Use Antivirus Software
This piece of advice cannot be stressed enough: your antivirus is your first and last line of defence. Run regular scans on your computer with the antivirus software. Make sure you have enabled automatic updates so that they can install in the background.
Enable Multi-Factor Authentication
MFA applies a second layer of security that requires another piece of identification to confirm that you are who you say you are.

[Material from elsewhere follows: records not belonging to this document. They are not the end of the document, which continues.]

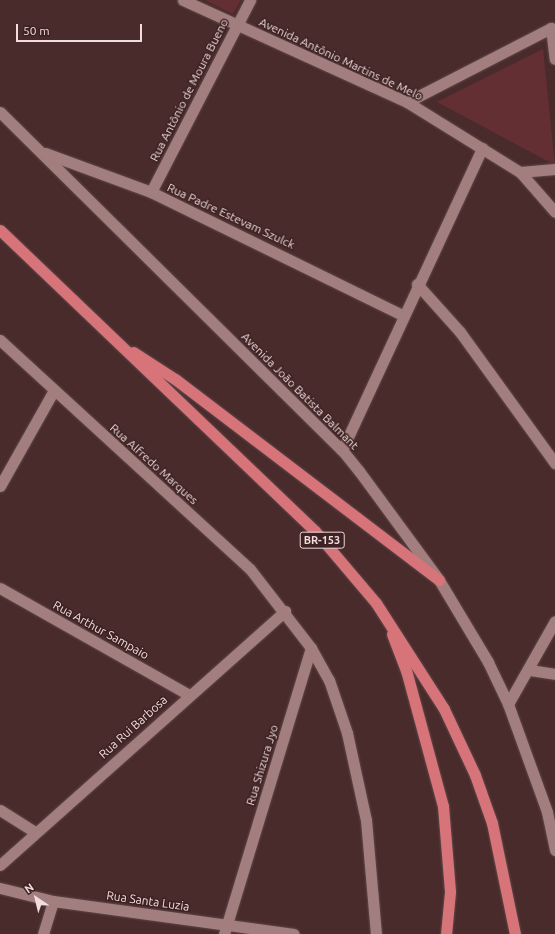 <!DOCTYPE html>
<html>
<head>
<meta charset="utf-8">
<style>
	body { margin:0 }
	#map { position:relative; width:555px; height:934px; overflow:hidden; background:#492b2c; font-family:Ubuntu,sans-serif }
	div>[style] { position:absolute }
	.green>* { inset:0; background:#632f32 }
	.roads { filter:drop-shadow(0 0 1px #614848) drop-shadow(0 0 1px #614848) }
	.minor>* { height:11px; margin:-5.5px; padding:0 5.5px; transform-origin:5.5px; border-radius:5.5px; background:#a27e7e }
	.tertiary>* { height:11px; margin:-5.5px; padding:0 5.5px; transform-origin:5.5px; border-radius:5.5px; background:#a27e7e }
	.trunk>* { height:11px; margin:-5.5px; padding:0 5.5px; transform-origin:5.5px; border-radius:5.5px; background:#d7747a }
	span { translate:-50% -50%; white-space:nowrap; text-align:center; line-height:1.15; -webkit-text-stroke:3px #3e2122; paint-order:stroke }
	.shield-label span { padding:1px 3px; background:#3e2122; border:1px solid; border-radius:3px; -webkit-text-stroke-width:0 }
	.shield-label { font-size:11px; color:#f1dddd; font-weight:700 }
	.street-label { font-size:12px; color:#f1dddd }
	.north { position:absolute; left:16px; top:878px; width:40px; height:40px; -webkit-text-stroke:3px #3e2122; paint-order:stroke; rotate:325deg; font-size:11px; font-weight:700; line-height:16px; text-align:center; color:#f1dddd }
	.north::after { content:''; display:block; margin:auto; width:14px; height:18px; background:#f1dddd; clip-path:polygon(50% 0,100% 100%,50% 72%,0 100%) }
	.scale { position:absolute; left:16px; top:24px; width:126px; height:18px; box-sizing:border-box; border:2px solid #f1dddd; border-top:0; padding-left:5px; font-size:12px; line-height:14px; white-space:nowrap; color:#f1dddd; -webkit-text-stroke:3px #3e2122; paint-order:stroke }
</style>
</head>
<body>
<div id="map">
	<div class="green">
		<div style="clip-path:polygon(205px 0,241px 0,233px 14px)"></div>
		<div style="clip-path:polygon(543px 49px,555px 165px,437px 102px)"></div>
	</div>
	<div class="roads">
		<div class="minor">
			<div style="left:183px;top:0;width:246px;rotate:24.5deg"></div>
			<div style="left:0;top:112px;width:481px;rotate:44.7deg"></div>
			<div style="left:342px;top:450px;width:27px;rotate:51deg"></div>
			<div style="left:359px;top:471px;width:135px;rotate:53.7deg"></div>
			<div style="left:439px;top:580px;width:96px;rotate:59.1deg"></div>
			<div style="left:488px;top:662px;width:47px;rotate:64.5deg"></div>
			<div style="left:508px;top:704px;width:115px;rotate:70.1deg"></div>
			<div style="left:547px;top:812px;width:39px;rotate:78deg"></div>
			<div style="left:45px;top:153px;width:113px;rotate:20.2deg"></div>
			<div style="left:151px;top:192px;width:280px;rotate:26.1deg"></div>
			<div style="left:151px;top:192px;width:216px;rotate:-62.7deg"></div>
			<div style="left:417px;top:284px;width:64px;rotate:48.1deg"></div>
			<div style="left:460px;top:332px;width:162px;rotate:54.1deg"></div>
			<div style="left:0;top:340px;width:339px;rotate:42.5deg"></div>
			<div style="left:250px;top:569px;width:100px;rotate:52.3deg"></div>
			<div style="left:311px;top:648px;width:37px;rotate:61deg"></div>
			<div style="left:329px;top:680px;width:56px;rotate:71.2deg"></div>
			<div style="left:347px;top:733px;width:89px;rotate:77.7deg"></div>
			<div style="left:366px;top:820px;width:114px;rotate:85deg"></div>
			<div style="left:342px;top:450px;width:333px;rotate:-65.1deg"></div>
			<div style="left:0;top:486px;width:110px;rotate:-60.6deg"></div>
			<div style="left:0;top:588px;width:217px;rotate:29.5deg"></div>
			<div style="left:530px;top:670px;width:25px;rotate:9deg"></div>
			<div style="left:508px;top:704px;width:95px;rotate:-60.5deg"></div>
			<div style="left:0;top:810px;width:41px;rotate:32.2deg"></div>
			<div style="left:0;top:865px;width:382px;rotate:-41.7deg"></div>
			<div style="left:0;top:888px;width:55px;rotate:13.8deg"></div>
			<div style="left:53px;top:901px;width:243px;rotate:7.8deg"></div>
			<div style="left:43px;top:934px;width:34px;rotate:-73deg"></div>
			<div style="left:224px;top:934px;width:299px;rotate:-73.1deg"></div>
		</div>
		<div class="tertiary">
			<div style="left:551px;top:28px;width:31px;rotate:83deg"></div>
			<div style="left:407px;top:102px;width:133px;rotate:31.8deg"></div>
			<div style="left:520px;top:172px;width:53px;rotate:48.8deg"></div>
			<div style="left:407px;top:102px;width:162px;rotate:-27.2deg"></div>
			<div style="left:520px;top:172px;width:35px;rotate:-5deg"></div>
		</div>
		<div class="trunk">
			<div style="left:0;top:230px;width:436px;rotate:43.7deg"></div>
			<div style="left:315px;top:531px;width:94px;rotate:49.7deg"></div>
			<div style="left:376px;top:603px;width:126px;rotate:57.3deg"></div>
			<div style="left:444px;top:709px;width:73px;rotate:64.8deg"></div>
			<div style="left:475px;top:775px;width:51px;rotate:70.5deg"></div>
			<div style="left:492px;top:823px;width:113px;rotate:78.3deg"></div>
			<div style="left:133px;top:352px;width:50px;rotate:32.7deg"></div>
			<div style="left:175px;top:379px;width:332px;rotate:37.3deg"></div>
			<div style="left:392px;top:634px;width:39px;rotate:69deg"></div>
			<div style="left:406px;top:670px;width:141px;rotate:74.8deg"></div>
			<div style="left:443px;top:806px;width:86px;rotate:85.3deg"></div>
			<div style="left:450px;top:892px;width:42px;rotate:95.4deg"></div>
		</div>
	</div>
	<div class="shield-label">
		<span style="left:322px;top:540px">BR-153</span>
	</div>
	<div class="street-label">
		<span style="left:341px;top:59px;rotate:25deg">Avenida Antônio Martins de Melo</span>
		<span style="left:189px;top:90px;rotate:-63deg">Rua Antônio de Moura Bueno</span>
		<span style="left:231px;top:216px;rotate:25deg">Rua Padre Estevam Szulck</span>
		<span style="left:300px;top:391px;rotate:45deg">Avenida João Batista Balmant</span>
		<span style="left:154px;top:464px;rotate:42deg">Rua Alfredo Marques</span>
		<span style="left:101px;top:630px;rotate:29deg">Rua Arthur Sampaio</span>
		<span style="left:133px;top:727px;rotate:-42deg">Rua Rui Barbosa</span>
		<span style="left:262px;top:765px;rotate:-73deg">Rua Shizura Jyo</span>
		<span style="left:148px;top:901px;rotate:8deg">Rua Santa Luzia</span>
	</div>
	<div class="north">N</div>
	<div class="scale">50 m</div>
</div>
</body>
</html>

These days, the most common MFA is a fingerprint scan, or a code generated via an authenticator app. Businesses operating in more sensitive industries may go beyond 2FA to include even more elements for authentication that include:
01. Only Visit Websites with SSL Certification
An SSL certificate is relatively affordable and hardly costs $10 for a year – depending on the level of security you’re going for.
02. Never Share the Same Password for Different Accounts
In the event a hacker gets access to the password for your social media account, you don’t want them to use the stolen credentials to break into your other accounts too.
Think About Your Digital Footprint
An effective safeguard against social engineering attacks is to carefully manage your digital footprint and take ownership of all data that belongs to you or your organization. Assess your social media accounts to see if you have accidentally given up too much information.
For example, many banks use your mother’s name for security questions. Did you inadvertently give up this information on social media? If so, you may be vulnerable! We recommend using a private setting on all your social media accounts to prevent bad-faith actors from accessing your personal information.
Cybercriminals are getting smarter by the day and leveraging zero-day attacks that exploit vulnerabilities in outdated software. Threats like this are popping up every other day.